Outhouse focuses country life to favorite hang out
The little shanty has a proper place in family history !


     The little one-door shack with a half moon out back charmed the pants off of many farm families!

     Yep, this prim and proper shanty was a welcome sight and a great friend in the time of need. It was the object of many hurried journeys in the days before plumbing found its way into farm houses.

     Many an old farmer still walking the sod today can revive vivid memories of these charming shacks out back. Why, very important functions were performed day after day, week after week, month after month, and year after year.

     Plus, they were performed in thunderstorms, blizzards, zero weather, and in the hottest heat of August. The only air conditioning was the fresh breeze allowed by those half moons and an open door – if only family were around. Hot and cold breezes weren't the only concerns: in the heat of summer, those will creatures buzzing about weren't butterflies!

     From the homesteading of Hamilton County in the 1860s to the 1950s, the outhouse could be counted among the buildings on the farm: the house, the barn, hen house, brooder house, silo, wash house and summer kitchen combo, hog house, machine shed, shop, corncrib, granary, garage, wood shed, ice house, and the faithful dirt cellar lines with bricks.
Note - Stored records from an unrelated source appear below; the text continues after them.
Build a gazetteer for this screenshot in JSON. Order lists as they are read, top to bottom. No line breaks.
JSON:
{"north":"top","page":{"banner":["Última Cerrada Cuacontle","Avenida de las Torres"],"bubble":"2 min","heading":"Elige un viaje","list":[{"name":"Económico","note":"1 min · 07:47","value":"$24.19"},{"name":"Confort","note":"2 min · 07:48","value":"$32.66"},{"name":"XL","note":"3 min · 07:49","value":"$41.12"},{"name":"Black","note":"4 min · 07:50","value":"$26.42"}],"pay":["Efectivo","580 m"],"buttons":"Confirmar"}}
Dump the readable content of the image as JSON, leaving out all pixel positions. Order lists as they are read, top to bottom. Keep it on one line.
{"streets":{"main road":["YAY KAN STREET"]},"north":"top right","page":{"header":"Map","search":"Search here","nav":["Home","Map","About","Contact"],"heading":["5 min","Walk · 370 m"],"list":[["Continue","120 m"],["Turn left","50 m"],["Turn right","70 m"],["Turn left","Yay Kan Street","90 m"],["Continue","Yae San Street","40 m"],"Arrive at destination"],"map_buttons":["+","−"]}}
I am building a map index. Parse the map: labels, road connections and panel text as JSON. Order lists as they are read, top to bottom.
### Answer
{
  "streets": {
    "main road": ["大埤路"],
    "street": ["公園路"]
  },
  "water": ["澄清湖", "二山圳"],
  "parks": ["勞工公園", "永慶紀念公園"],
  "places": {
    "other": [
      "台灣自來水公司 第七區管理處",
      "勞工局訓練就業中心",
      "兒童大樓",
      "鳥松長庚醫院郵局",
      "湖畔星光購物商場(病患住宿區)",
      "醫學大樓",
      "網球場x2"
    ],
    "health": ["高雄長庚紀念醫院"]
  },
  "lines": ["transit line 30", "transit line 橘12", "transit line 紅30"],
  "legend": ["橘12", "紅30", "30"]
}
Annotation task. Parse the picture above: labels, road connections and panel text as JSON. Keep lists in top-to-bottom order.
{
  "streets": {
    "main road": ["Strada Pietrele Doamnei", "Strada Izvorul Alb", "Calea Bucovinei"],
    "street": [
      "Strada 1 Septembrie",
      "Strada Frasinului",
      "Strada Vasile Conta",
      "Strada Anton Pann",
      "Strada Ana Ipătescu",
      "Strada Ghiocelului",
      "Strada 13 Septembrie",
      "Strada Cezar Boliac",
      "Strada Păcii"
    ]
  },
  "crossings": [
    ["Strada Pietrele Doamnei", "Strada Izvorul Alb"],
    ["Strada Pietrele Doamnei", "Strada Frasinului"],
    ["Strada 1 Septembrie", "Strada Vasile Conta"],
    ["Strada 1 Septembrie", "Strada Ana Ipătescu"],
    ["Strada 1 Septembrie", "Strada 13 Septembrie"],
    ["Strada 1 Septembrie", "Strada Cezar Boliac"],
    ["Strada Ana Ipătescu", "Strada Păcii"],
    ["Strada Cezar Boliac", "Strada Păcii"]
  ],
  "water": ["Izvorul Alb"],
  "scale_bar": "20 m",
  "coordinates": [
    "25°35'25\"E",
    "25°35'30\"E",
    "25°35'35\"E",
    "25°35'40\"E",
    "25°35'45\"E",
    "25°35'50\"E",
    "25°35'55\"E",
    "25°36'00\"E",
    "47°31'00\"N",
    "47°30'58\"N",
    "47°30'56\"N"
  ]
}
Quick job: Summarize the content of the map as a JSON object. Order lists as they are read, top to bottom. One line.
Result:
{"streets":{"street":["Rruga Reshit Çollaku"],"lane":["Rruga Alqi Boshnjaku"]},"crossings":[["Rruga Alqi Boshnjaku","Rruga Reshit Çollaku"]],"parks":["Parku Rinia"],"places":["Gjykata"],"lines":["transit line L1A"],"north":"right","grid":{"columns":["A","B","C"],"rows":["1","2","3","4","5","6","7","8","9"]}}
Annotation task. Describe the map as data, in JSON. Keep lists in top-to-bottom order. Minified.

The No. 1 rule for placement of outhouses and barnyards: they had to either be down hill or a certain distant from the windmill – if you didn't cotton to flavored water from your well.

     Before outhouses were invented, what was there? We read about the many sod houses in Hamilton County in the 1870s when the county was homesteaded, but did you ever see or hear of a sod outhouse? Me neither, so we'll leave that story to your imagination.

     I guess "toilet" was a given name for The Necessary – a title deemed proper if you raised your little finger while sipping hot tea in bone china. Some also called it a privy, but for my family, it was the outhouse! Whatever the title, if the mission got accomplished, who cared?

     The front of the outhouse faced away from the dirt road whizzing past the farm house. That way, by leaving the door open in nice weather, the occupant would have some light to read.

     Read? Read what? Toilet paper for most farmers came in the mail, printed with designs, photos, and words and prices. Pretty fancy, eh? Back on the farm when I was a young lad in the 1940s there weren't enough coins to jingle to buy that fancy soft-rolled fluff.

     So, last year's thick Sears & Roebuck catalog was put to proper use in last rites for that great steak supper. Or if you were a Monkey Wards shopper, it would be the choice of your reading material . . . and its pages would be properly put to use. It was years before I figured out that Monkey Wards and Montgomery Wards were the same store.

     Which pages of the catalog would be selected first for the task at hand? Well, the women wouldn't be ripping out the household, clothing, and shoe pages first. Those were the pages they read. The men wouldn't be ripping out the pages with farm equipment, harnesses, tools, and engines first.

     Somehow, it all evened out and there would be a need for another catalog next year. But, if you found an item you particularly liked, you had better tear the page out to take with you or it might become a prized offering for the pit before you returned.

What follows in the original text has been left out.